Exercise instructions: Return exactly the lines from the start of the records below through the line containing "Draw a box around", both ends included, and leave out the pictures.
++++++
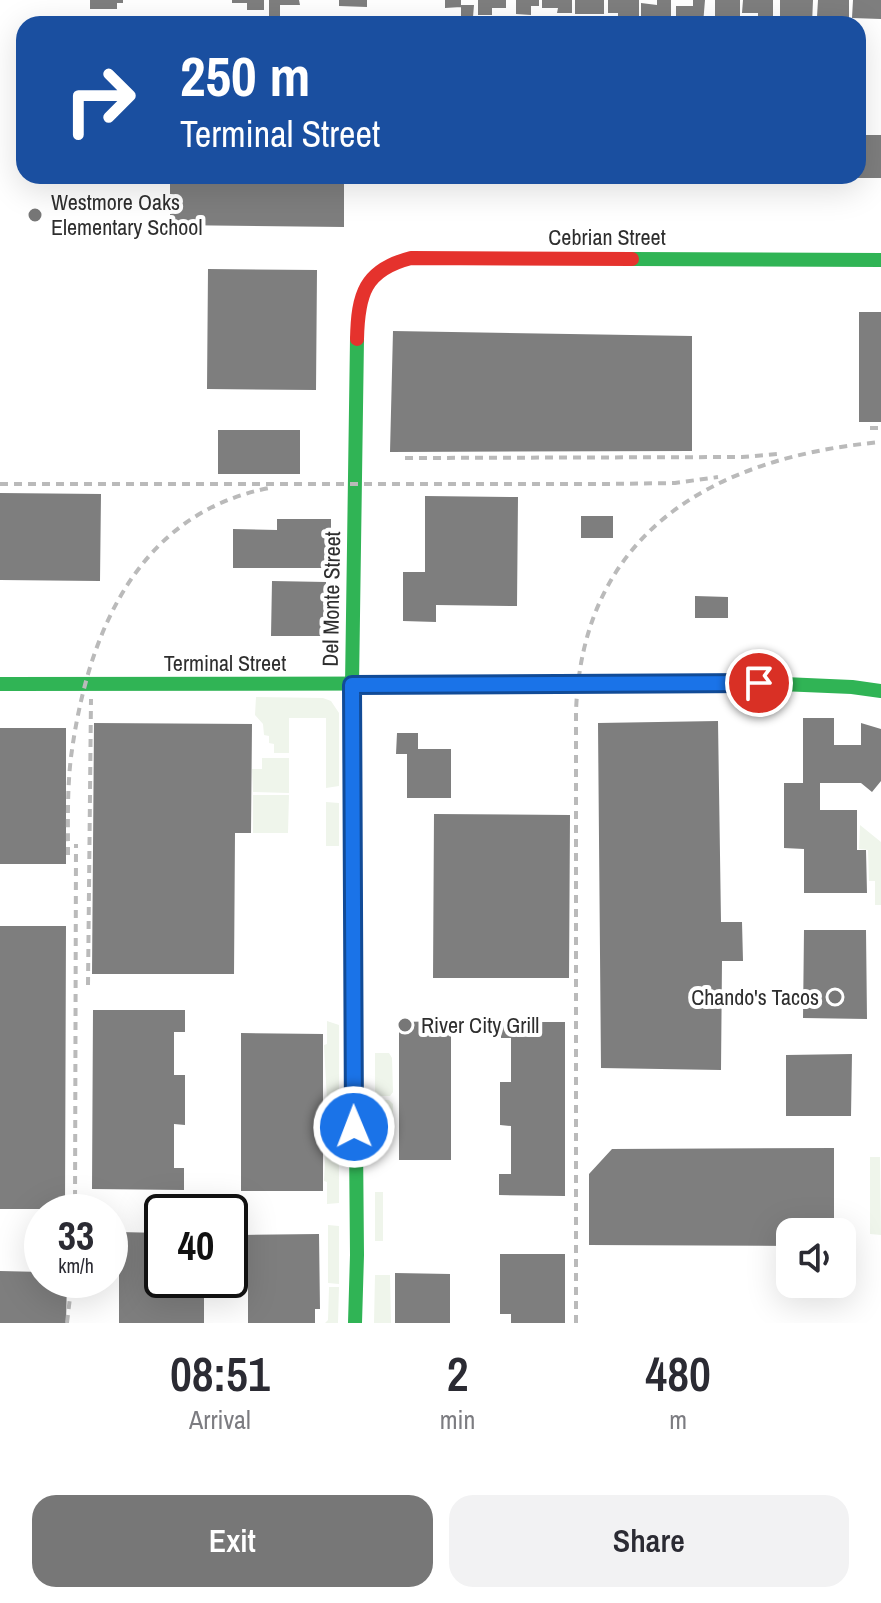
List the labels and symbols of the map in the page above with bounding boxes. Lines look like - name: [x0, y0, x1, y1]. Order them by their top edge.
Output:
- place label: Westmore Oaks Elementary School: [51, 187, 202, 242]
- marker: Westmore Oaks Elementary School: [26, 206, 44, 224]
- street label: Cebrian Street: [548, 222, 666, 252]
- street label: Del Monte Street: [315, 531, 347, 667]
- street label: Terminal Street: [164, 648, 286, 678]
- pin: [725, 649, 793, 717]
- place label: Chando's Tacos: [691, 982, 819, 1012]
- marker: Chando's Tacos: [826, 988, 844, 1006]
- place label: River City Grill: [421, 1010, 539, 1040]
- marker: River City Grill: [396, 1016, 414, 1034]
- position arrow: [312, 1085, 396, 1169]
- speed limit sign: 40: [144, 1194, 248, 1298]

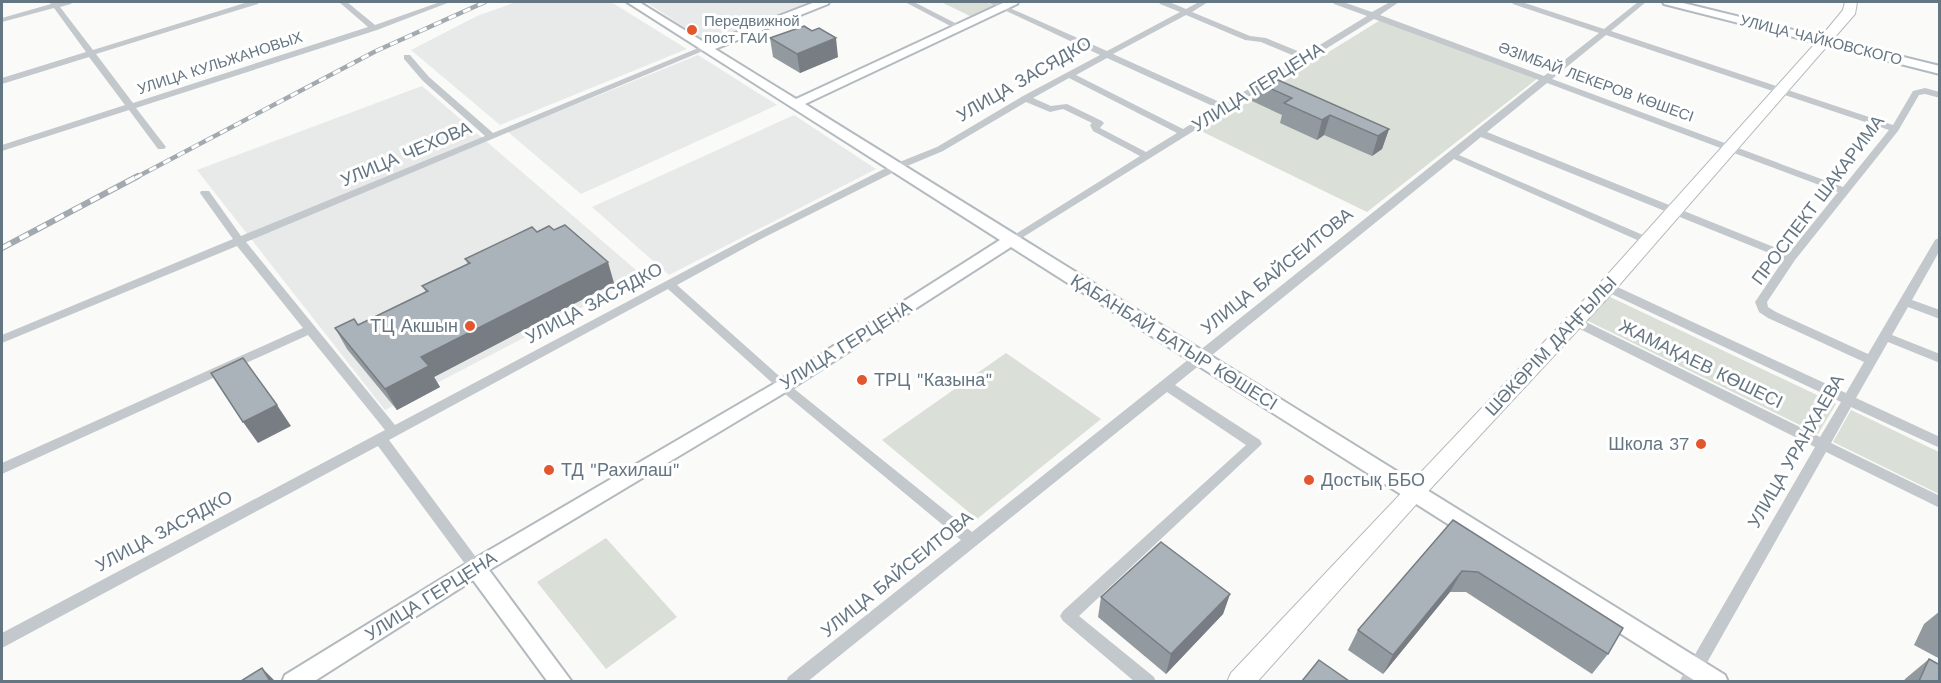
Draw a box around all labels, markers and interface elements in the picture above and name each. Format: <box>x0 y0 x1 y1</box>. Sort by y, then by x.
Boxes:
street label: УЛИЦА ЧАЙКОВСКОГО <box>1738 11 1904 69</box>
place label: Передвижной пост ГАИ <box>704 12 800 47</box>
marker: Передвижной пост ГАИ <box>685 23 699 37</box>
street label: УЛИЦА КУЛЬЖАНОВЫХ <box>135 28 305 98</box>
street label: УЛИЦА ЗАСЯДКО <box>953 31 1095 126</box>
street label: УЛИЦА ГЕРЦЕНА <box>1188 38 1327 136</box>
street label: ӘЗІМБАЙ ЛЕКЕРОВ КӨШЕСІ <box>1496 38 1696 126</box>
street label: ПРОСПЕКТ ШАКАРИМА <box>1747 111 1888 289</box>
street label: УЛИЦА ЧЕХОВА <box>337 117 474 191</box>
street label: УЛИЦА БАЙСЕИТОВА <box>1197 203 1357 338</box>
street label: УЛИЦА ЗАСЯДКО <box>522 258 666 348</box>
street label: ҚАБАНБАЙ БАТЫР КӨШЕСІ <box>1067 269 1281 414</box>
street label: ШӘКӘРІМ ДАҢҒЫЛЫ <box>1481 272 1621 420</box>
street label: УЛИЦА ГЕРЦЕНА <box>776 296 915 394</box>
place label: ТЦ Акшын <box>370 315 458 336</box>
street label: ЖАМАҚАЕВ КӨШЕСІ <box>1616 315 1786 412</box>
marker: ТЦ Акшын <box>463 319 477 333</box>
place label: ТРЦ "Казына" <box>874 369 992 390</box>
street label: УЛИЦА УРАНХАЕВА <box>1743 370 1848 531</box>
marker: ТРЦ "Казына" <box>855 373 869 387</box>
place label: Школа 37 <box>1608 433 1689 454</box>
marker: Школа 37 <box>1694 437 1708 451</box>
place label: ТД "Рахилаш" <box>561 459 680 480</box>
marker: ТД "Рахилаш" <box>542 463 556 477</box>
place label: Достық ББО <box>1321 469 1425 490</box>
marker: Достық ББО <box>1302 473 1316 487</box>
street label: УЛИЦА ЗАСЯДКО <box>92 486 236 576</box>
street label: УЛИЦА БАЙСЕИТОВА <box>817 506 977 641</box>
street label: УЛИЦА ГЕРЦЕНА <box>361 547 500 645</box>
++++++
Reply:
List the labels and symbols of the map in the page above with bounding boxes. Lines look like - name: [x0, y0, x1, y1]. Order them by their top edge.
Output:
- place label: Westmore Oaks Elementary School: [51, 187, 202, 242]
- marker: Westmore Oaks Elementary School: [26, 206, 44, 224]
- street label: Cebrian Street: [548, 222, 666, 252]
- street label: Del Monte Street: [315, 531, 347, 667]
- street label: Terminal Street: [164, 648, 286, 678]
- pin: [725, 649, 793, 717]
- place label: Chando's Tacos: [691, 982, 819, 1012]
- marker: Chando's Tacos: [826, 988, 844, 1006]
- place label: River City Grill: [421, 1010, 539, 1040]
- marker: River City Grill: [396, 1016, 414, 1034]
- position arrow: [312, 1085, 396, 1169]
- speed limit sign: 40: [144, 1194, 248, 1298]

Draw a box around all labels, markers and interface elements in the picture above and name each. Format: <box>x0 y0 x1 y1</box>. Sort by y, then by x.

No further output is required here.